嫵媚女子臉蛋上的表情,沒有了以往那淡笑自若的微笑,現在她的臉蛋上卻是浮現著凝重而傷痛的表情。
「w先生,對於這一次失誤,我感到很抱歉,這樣的結果也不是我想要的,要怪只能怪滕韋翔命夠大,天不絕他吧。」嫵媚女子的聲音冷冰冰的,令人聞聲不禁一寒。
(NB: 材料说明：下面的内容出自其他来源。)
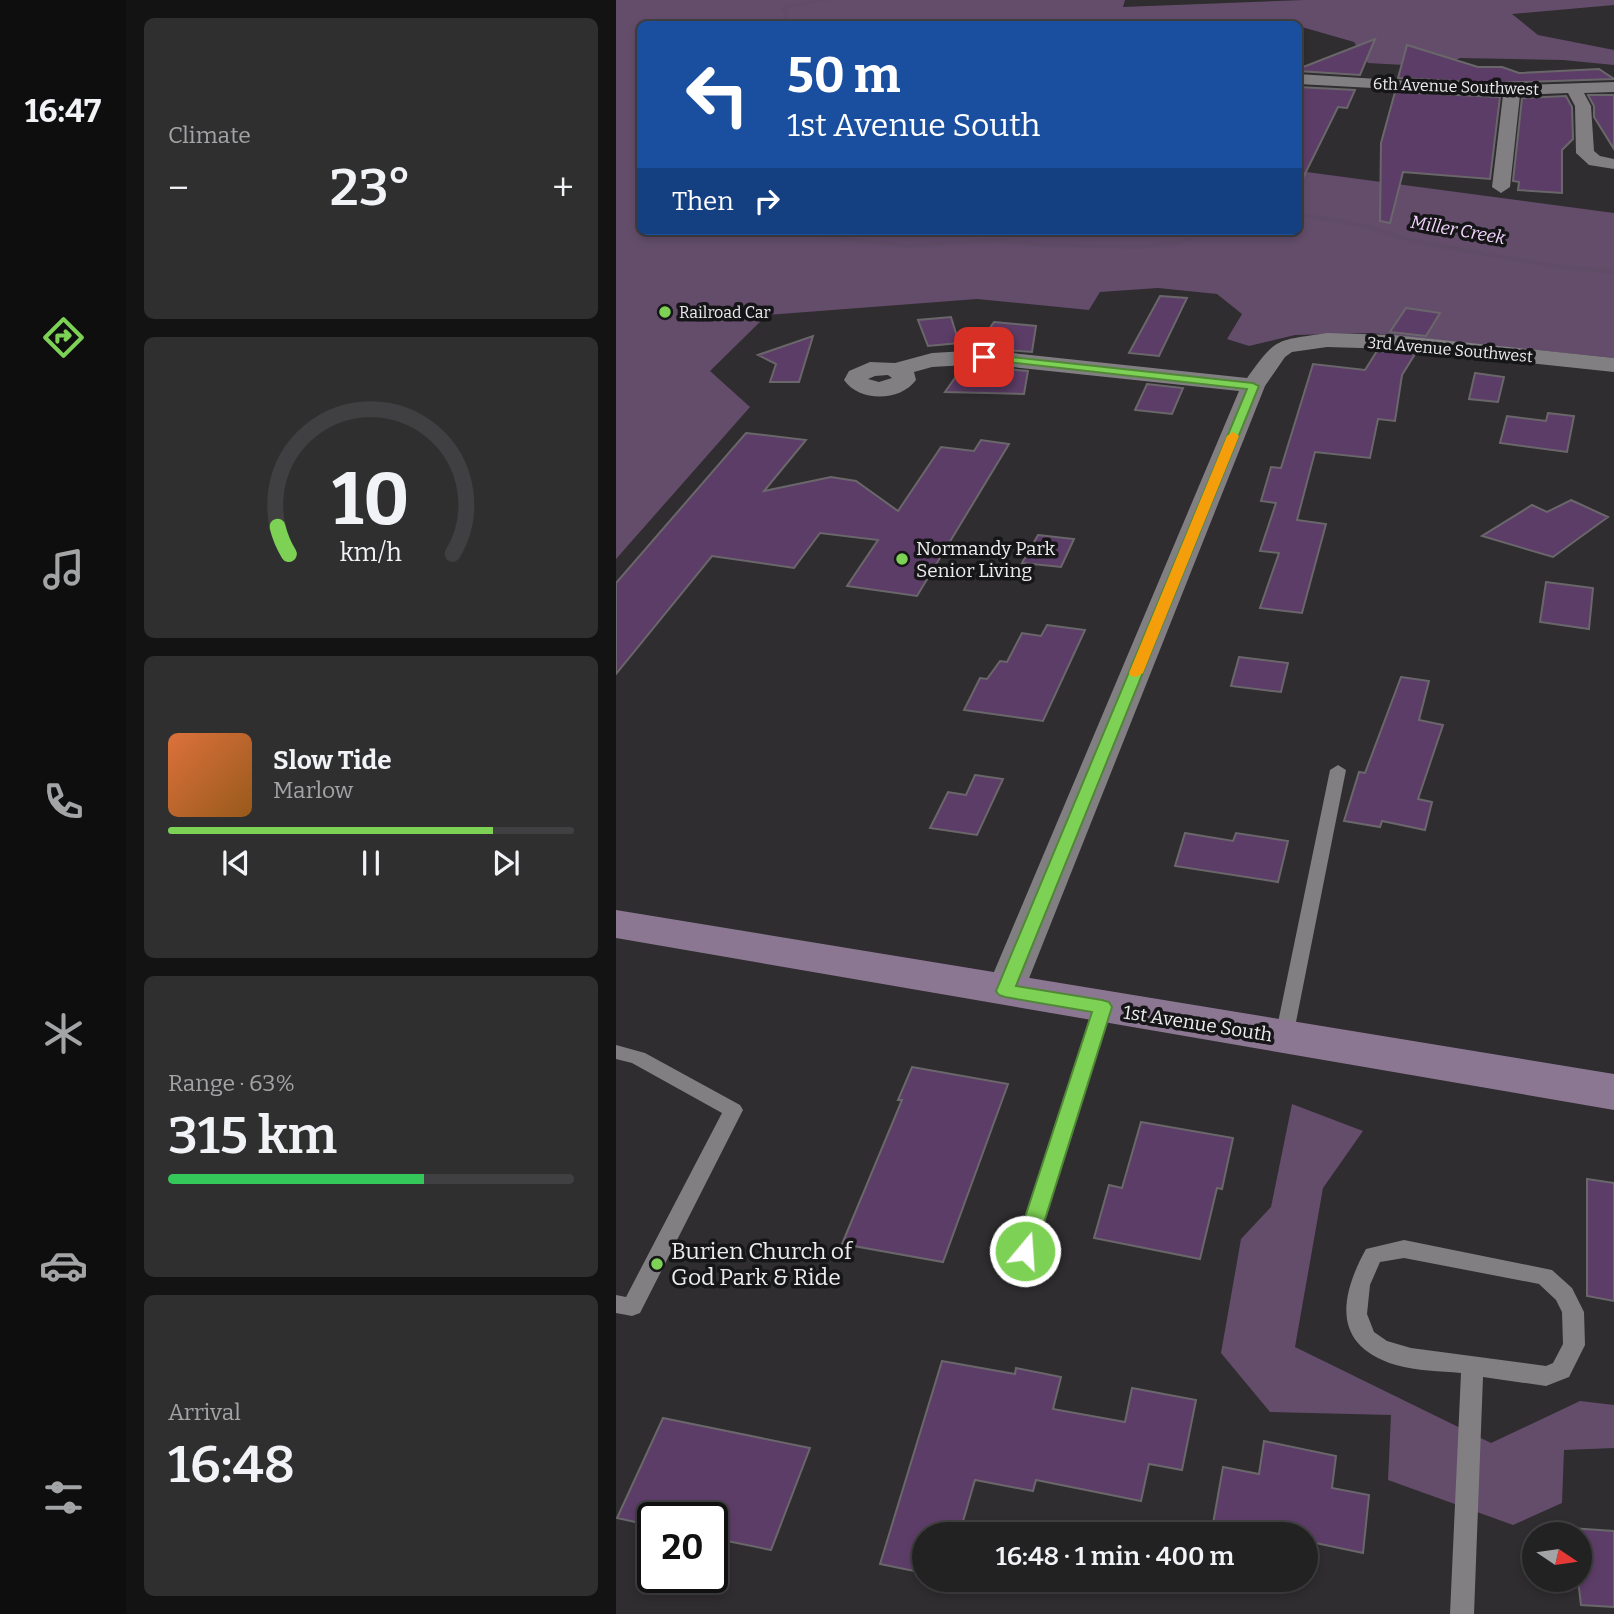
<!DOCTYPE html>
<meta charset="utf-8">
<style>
body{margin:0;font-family:Bitter,serif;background:#2f2f30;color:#f1f3f6;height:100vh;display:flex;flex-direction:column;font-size:26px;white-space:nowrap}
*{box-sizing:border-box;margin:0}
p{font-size:23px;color:#a3a4a6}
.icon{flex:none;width:38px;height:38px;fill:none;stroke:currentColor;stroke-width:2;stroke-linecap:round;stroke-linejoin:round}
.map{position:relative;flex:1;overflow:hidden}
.panel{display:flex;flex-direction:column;gap:18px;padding:18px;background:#131313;width:490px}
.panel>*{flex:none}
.top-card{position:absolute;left:21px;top:21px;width:665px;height:214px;border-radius:10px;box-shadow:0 4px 10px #0003,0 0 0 2px #403f41;background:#1a4fa0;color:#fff;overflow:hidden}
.needle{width:46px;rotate:103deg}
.controls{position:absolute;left:906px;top:1522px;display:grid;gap:14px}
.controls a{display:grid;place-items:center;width:70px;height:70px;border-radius:50%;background:#232223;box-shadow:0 4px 10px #0003,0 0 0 2px #403f41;font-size:35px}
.speed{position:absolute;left:21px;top:1502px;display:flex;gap:14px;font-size:35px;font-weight:700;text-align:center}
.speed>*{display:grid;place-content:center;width:91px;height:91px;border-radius:50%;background:#232223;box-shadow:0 4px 10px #0003,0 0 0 2px #403f41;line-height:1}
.speed .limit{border:4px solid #111;border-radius:10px;background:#fff;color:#111}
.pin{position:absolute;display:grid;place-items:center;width:60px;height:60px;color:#fff;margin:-30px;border-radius:14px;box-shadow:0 4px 10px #0006}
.me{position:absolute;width:77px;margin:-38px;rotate:18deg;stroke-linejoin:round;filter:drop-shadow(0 0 5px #0008)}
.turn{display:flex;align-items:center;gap:24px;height:147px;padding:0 35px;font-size:32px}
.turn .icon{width:91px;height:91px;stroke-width:2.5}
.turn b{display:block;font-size:49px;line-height:60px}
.then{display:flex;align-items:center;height:66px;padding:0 35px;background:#0003;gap:14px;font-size:26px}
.big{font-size:52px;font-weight:600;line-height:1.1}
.panel .tile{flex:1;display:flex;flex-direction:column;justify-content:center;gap:10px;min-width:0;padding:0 24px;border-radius:10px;background:#2f2f30}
.panel .dial{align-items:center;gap:0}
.dial svg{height:182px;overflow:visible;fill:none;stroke:#403f41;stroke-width:7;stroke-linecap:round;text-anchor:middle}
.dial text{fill:#f1f3f6;stroke:none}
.song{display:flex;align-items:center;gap:21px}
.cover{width:84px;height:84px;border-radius:10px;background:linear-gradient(135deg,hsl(20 70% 55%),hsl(30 70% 35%))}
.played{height:7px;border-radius:4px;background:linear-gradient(90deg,#7dd154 80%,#403f41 80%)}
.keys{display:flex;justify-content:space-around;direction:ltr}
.heat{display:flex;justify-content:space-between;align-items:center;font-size:38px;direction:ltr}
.charge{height:10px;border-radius:5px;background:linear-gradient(90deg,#34c759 63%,#403f41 0)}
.trip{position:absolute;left:296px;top:1522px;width:406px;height:70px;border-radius:35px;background:#232223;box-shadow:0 4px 10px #0003,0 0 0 2px #403f41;font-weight:600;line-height:70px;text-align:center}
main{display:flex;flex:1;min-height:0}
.tab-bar{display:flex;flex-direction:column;width:126px;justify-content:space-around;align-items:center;background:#0e0e0e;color:#a3a4a6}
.tab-bar .icon{width:49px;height:49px}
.tab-bar .active{color:#7dd154}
.tab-bar b{font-size:32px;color:#f1f3f6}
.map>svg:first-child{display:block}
</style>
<main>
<nav class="tab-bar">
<b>16:47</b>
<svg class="icon active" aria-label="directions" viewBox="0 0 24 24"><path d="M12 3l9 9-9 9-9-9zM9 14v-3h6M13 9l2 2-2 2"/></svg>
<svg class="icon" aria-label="music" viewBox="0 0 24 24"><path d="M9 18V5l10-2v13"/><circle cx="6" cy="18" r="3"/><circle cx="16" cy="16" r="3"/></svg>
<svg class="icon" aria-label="phone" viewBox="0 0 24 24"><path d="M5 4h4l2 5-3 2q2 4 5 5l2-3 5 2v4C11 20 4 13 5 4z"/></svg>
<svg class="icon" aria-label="climate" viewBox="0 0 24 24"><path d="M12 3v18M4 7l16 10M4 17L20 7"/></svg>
<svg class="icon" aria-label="car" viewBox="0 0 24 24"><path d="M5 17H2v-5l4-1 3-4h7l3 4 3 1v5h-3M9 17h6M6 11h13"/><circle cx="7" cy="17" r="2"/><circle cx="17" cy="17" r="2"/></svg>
<svg class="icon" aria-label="filters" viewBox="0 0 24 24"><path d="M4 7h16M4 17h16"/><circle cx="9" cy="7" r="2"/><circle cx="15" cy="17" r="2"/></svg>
</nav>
<section class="panel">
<div class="tile"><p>Climate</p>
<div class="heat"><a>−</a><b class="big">23°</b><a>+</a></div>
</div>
<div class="tile dial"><svg viewBox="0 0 100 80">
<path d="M14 69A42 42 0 1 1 86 69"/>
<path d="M14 69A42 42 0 0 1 9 57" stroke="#7dd154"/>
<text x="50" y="56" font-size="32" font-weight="700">10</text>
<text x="50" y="72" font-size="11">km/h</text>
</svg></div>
<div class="tile">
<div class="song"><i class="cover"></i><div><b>Slow Tide</b><p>Marlow</p></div></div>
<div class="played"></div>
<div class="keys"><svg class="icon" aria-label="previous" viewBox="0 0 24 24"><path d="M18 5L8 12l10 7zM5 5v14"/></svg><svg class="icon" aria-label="pause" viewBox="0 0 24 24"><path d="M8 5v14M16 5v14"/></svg><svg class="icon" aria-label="next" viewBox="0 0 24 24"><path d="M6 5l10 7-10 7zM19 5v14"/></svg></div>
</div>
<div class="tile"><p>Range · 63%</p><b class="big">315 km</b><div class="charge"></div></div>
<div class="tile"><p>Arrival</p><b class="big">16:48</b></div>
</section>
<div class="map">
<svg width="998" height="1614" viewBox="0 0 998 1614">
<rect width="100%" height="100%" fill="#2f2d2f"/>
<path fill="#634d6b" d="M0 0H509L507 7 688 0H998V5L896 14 922 35 998 50V65L947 60 844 58 825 67 752 63 738 42 665 21 566 24H24V231H682L683 171 998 213V358L755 333 679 335 633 346 611 339 626 314 601 294 542 288 484 292 473 310 361 299 151 315 94 371 134 407 0 559Z
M676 1104 747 1131 707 1188 679 1347 875 1443 964 1401 998 1405V1448L948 1450 946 1503 897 1525 772 1480 775 1415 654 1412 605 1353 625 1239 655 1207Z"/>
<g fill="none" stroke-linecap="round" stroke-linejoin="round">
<path fill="#614c67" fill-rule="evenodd" d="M205 0H215L171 8 169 10 174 17 164 24H160L169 16 165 10 168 6Z
M682 212 751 224 797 239 939 264 998 270V274L939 268 796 243 750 228 682 216Z
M159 231H178L292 244 380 238 429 243 525 245 560 241 588 231H597L561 245 525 249 429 247 380 242 292 248 162 233Z"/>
</g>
<path fill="#5c3d67" stroke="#6a676b" stroke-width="2" d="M759 39 744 75 682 71V69Z
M791 45 862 67H886L903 73 983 69 998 79 874 83 782 78Z
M682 87 739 90 731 108 722 107 682 188Z
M779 92 884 97 874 179 787 172 774 223 764 221 765 143Z
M972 95H998V149L978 117V106Z
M950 96 956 107 957 139 946 150V193L902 190 903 182 897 181 906 98Z
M544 296 571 298 543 356 513 353Z
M790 308 824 313 810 336 774 332Z
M335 317 343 343 312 346 302 320Z
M378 322 420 326 416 352 360 348Z
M197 336 183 382H154L160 364 142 355Z
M761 351 799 354 786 375 779 421 762 419 754 458 699 452 681 520 710 524 686 613 644 608 663 553 644 551 660 503 645 501 655 467 665 468 697 364 749 370Z
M368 367 412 371 408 394 329 392 346 368Z
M859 373 888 377 882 402 853 399Z
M531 384 567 388 556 414 519 410Z
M932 413 958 416 951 452 884 443 891 416 930 421Z
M130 433 190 440 148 491 215 477 240 481 282 511 325 447 358 451 365 440 393 444 301 596 231 586 262 540 204 533 178 568 96 556 0 674V583Z
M955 500 992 517 937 557 866 536 916 505 931 512Z
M422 535 458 539 445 567 406 563Z
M930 582 977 588 973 629 924 622Z
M431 625 469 630 427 721 348 710 364 678 371 679 384 661 391 662 406 633 425 636Z
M623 657 672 663 665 692 615 686Z
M785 677 813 681 803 720 827 725 802 799 816 802 809 830 766 821 764 827 728 821 743 772 749 773Z
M359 775 387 779 361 835 314 828 332 792 350 795Z
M569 833 617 841 620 833 672 841 662 882 559 866Z
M296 1067 392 1084 327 1262 226 1244 286 1100H282Z
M525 1122 617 1138 606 1189 601 1188 584 1259 478 1238 493 1185 506 1188Z
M971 1179 998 1183V1301L971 1296Z
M326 1361 399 1374 400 1368 445 1377 437 1409 509 1422 516 1388 580 1400 566 1470 533 1464 525 1501 420 1480 417 1491 359 1480 343 1535H308V1573L264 1564Z
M47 1418 194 1448 155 1550 96 1538V1517H37V1526L1 1518Z
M648 1441 720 1456 716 1488 753 1495 747 1553 690 1541V1535H595L607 1467 643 1474Z
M954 1528 998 1531V1607L965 1605 962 1580H964V1535H955Z"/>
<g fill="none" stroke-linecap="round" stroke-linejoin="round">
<path fill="#817f82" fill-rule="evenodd" d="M722 765 730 770 677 1037 674 1042H662L659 1037 714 770Z
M487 1001 493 1002 496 1007 419 1251 416 1257 409 1260 402 1257 399 1251 478 1007 481 1002Z
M0 1045 29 1053 124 1105 127 1110 24 1313 16 1316 0 1313V1295L10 1297 106 1113 16 1063 0 1059Z
M788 1240 936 1270 956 1288 968 1312 969 1345 953 1377 930 1386 867 1377 858 1614H834L845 1373C824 1371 801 1371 780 1365 716 1346 723 1298 750 1249ZM788 1258 923 1284 940 1300 946 1312 947 1344 937 1363 930 1366 795 1348 771 1341 758 1332 751 1314 754 1285 764 1262Z"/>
<path fill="#817f82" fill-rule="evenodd" d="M682 74 874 86 998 82V92L968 93 975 106 978 151 984 156 998 159V169L973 165 960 153 959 106 952 93 904 95 894 187 885 193 876 187 887 95 682 84Z
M711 333 778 335 998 358V372L778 349 711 347 676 352 669 357 649 386 408 991 402 1000 389 1004 376 1000 370 991 623 391 368 364 316 367 298 372 300 380C284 402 243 402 228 380L233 371 254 362 279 363 316 353 368 350 631 378C661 336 660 341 711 333ZM259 376 272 375 276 378 263 382 252 379Z"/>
<path fill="#8c7793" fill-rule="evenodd" d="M0 910 998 1074V1110L0 938Z"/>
</g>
<path fill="#7dd154" stroke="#518837" stroke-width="2" d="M368 354 637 383 643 386 400 986 486 1000 493 1002 496 1007 419 1251 416 1257 409 1259 401 1257 398 1251 476 1012 389 997 383 995 380 991 631 389 364 359V355Z"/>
<path fill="#f59e0b" d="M617 432 623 436 527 673 520 677 515 676 513 673 611 436Z"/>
<g fill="#7dd154" stroke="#161517" stroke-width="2.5">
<circle cx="49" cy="312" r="7"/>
<circle cx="286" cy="559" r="7"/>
<circle cx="41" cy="1264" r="7"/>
</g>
<g text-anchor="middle" stroke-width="7" stroke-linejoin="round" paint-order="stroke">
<g font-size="16" fill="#ecebed" stroke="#161517">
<text transform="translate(840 86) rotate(2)" y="6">6th Avenue Southwest</text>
<text transform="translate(834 349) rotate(5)" y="6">3rd Avenue Southwest</text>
</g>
<g font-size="16" fill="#ecebed" stroke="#161517" text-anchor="start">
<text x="63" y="318">Railroad Car</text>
</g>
<g font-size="18" font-style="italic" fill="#f3d5ff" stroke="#161517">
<text transform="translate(842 230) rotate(10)" y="6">Miller Creek</text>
</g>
<g font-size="19" fill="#ecebed" stroke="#161517" text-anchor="start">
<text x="300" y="555">Normandy Park<tspan x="300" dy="22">Senior Living</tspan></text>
</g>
<g font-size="19" fill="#ecebed" stroke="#161517">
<text transform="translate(582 1023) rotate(9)" y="7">1st Avenue South</text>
</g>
<g font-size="23" fill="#ecebed" stroke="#161517" text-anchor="start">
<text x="55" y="1259">Burien Church of<tspan x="55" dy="26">God Park &amp; Ride</tspan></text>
</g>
</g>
</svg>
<div class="controls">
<a><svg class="needle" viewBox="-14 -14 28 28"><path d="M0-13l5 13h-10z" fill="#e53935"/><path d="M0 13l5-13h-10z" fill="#a3a4a6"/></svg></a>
</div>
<div class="speed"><div class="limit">20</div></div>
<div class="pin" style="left:368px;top:357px;background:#d93025"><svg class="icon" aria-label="arrive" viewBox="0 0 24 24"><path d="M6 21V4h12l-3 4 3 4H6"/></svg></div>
<svg class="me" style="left:409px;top:1251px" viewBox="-20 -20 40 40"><circle r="17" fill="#7dd154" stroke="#fff" stroke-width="3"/><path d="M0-11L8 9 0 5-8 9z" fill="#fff"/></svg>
<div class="trip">16:48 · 1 min · 400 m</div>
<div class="top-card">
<div class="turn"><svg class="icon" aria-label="left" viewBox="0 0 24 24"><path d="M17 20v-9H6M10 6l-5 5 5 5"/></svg><div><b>50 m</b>1st Avenue South</div></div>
<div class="then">Then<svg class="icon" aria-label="right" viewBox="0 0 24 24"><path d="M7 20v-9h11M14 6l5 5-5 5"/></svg></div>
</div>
</div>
</main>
聽到嫵媚女子如此一說,黑暗的男子猛然間轉過身,沉重沙啞的聲音響起:「天不絕他,我倒要看看如何天不絕他,我要你用盡一切辦法去刺傷滕韋翔,務心要在那一天前得到,我要用滕韋翔的鮮血去告祭我的父親和母親!」
嫵媚女子聽著黑暗中的男子那堅定而冷酷的話,想說什麼,還是沒有說下去,只是簡單地應了一聲,轉身便要門離去。
「站住!」女子剛要離開,卻是聽到黑暗男子的喝停的聲音。
嫵媚女子頭也不回地問道:「w先生還有什麼問題嗎?」
「你今天的臉色不太好,是不是身體不舒服?」沒想到黑暗中的男子竟然說出這麼一聲關切的問候。
一陣小小的感動在嫵媚女子的心頭涌動了下,而後便立即散發,她朝著黑暗中的男子笑道:「謝謝w先生的關心,我很好,沒有任何的問題。」
「那就好,我不希望你帶著患病的身體去行動,這樣會影響到我的計劃的。」黑暗中的男子冷酷地說著。[
「你放心好了,既然我收了你的錢,我就一定會幫你把事情給搞定的,我紅玫瑰一向是信守承諾的。」說罷,嫵媚女子便離開了房間。
「信守承諾,但願你不要犯傻才好,女人。」黑暗中的男子再次將身體融入黑暗之中,望著外那點點繁星,淡淡地說道。